Instituto Vida Solidária nasce da Medicina e se enraíza na comunidade

Espaço também trabalha com saúde, educação e cidadania para as famílias

Espaço também trabalha com saúde, educação e cidadania para as famílias

Gabrieli Silva/JC
O Instituto Vida Solidária é mantido pela Associação Médica do Rio Grande do Sul (Amrigs) e atua há duas décadas como braço social da entidade. Sua sede, ao lado da Comunidade São Pedro, é um espaço onde saúde, educação, cidadania e convivência se entrelaçam.
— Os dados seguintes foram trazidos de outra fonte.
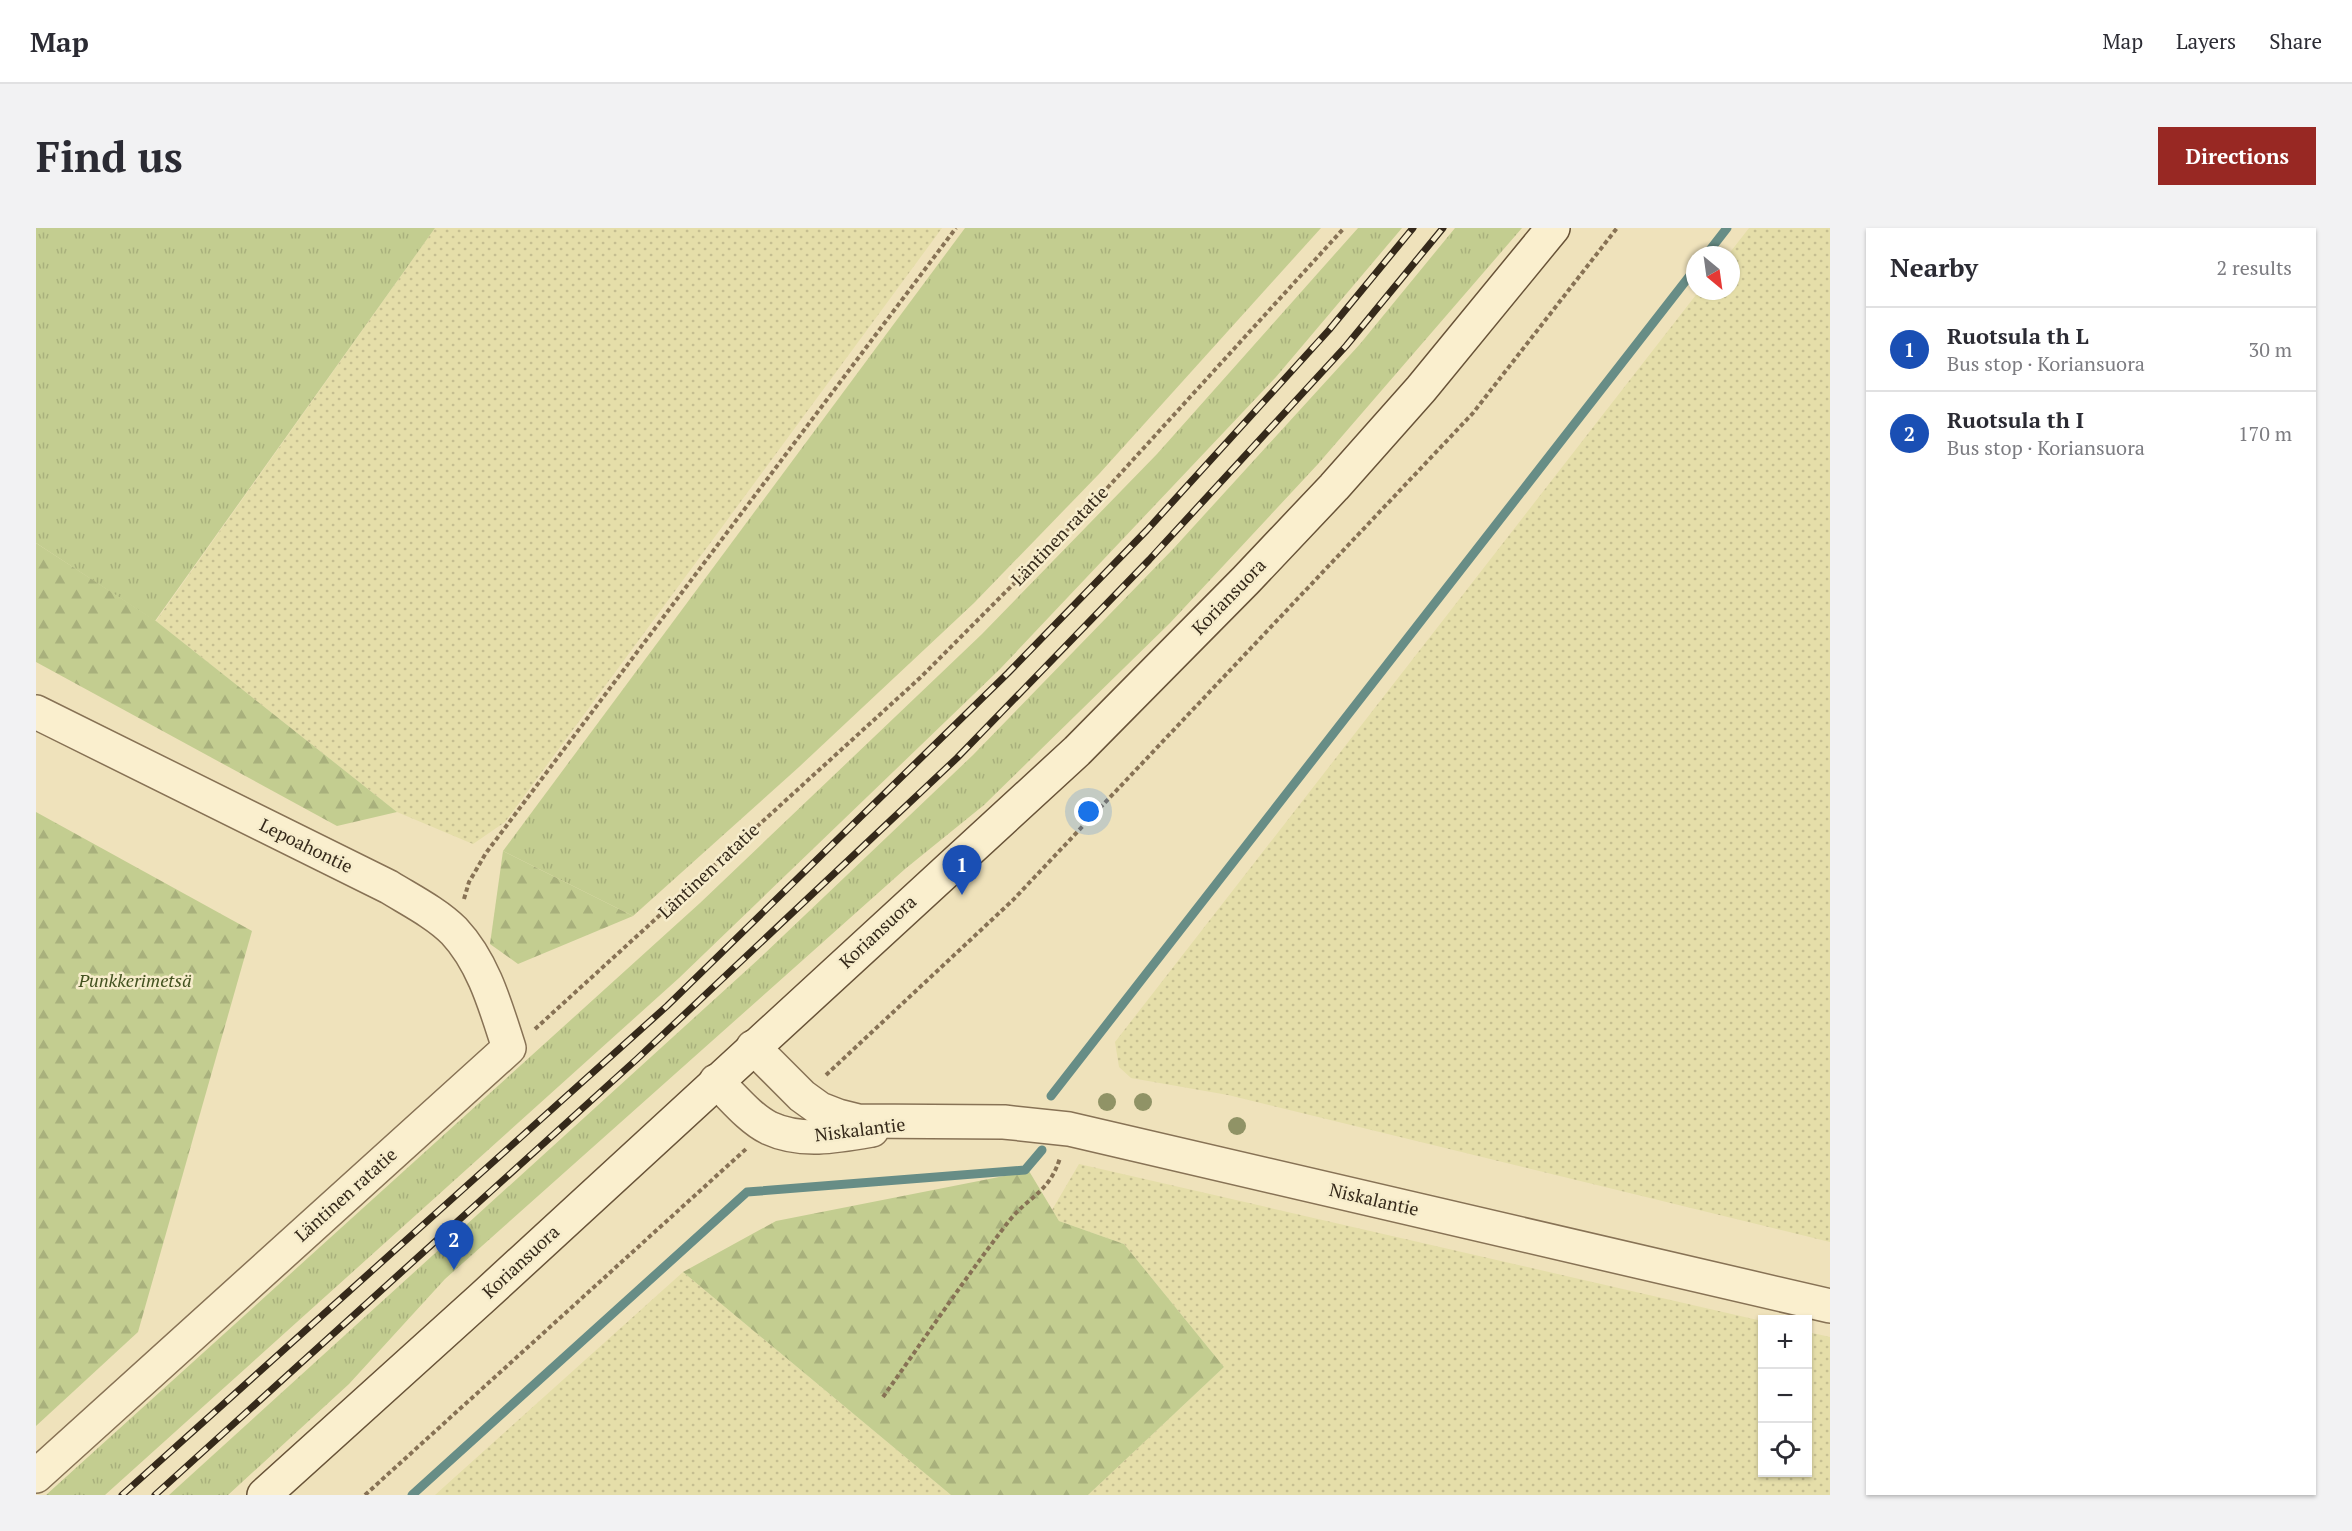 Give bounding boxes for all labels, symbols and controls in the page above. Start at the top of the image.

Atualmente, o IVS atende cerca de 400 famílias com oficinas, atividades culturais, atendimento médico e psicossocial, turno inverso para crianças de 6 a 11 anos, além de projetos voltados à infância, juventude e adultos em situação de vulnerabilidade.
Segundo Dilma Tessari, presidente do IVS, a missão da instituição é clara: promover dignidade e inclusão por meio de ações que transcendam a assistência e ampliem horizontes.
"A formação também é cuidado. Ao capacitar essas mulheres, estamos cuidando da saúde mental delas, fortalecendo vínculos sociais e gerando esperança. Isso é Medicina social, é compromisso com o bem-estar em sua forma mais ampla."
Com uma trajetória que começou pequena e hoje se consolida como referência em responsabilidade social, o IVS mostra como o conhecimento — mesmo o que começa com açúcar e farinha — pode mudar destinos. E como a atuação médica pode (e deve) ir além dos consultórios e hospitais, chegando ao território onde a vida acontece com todas as suas dores, delícias e possibilidades.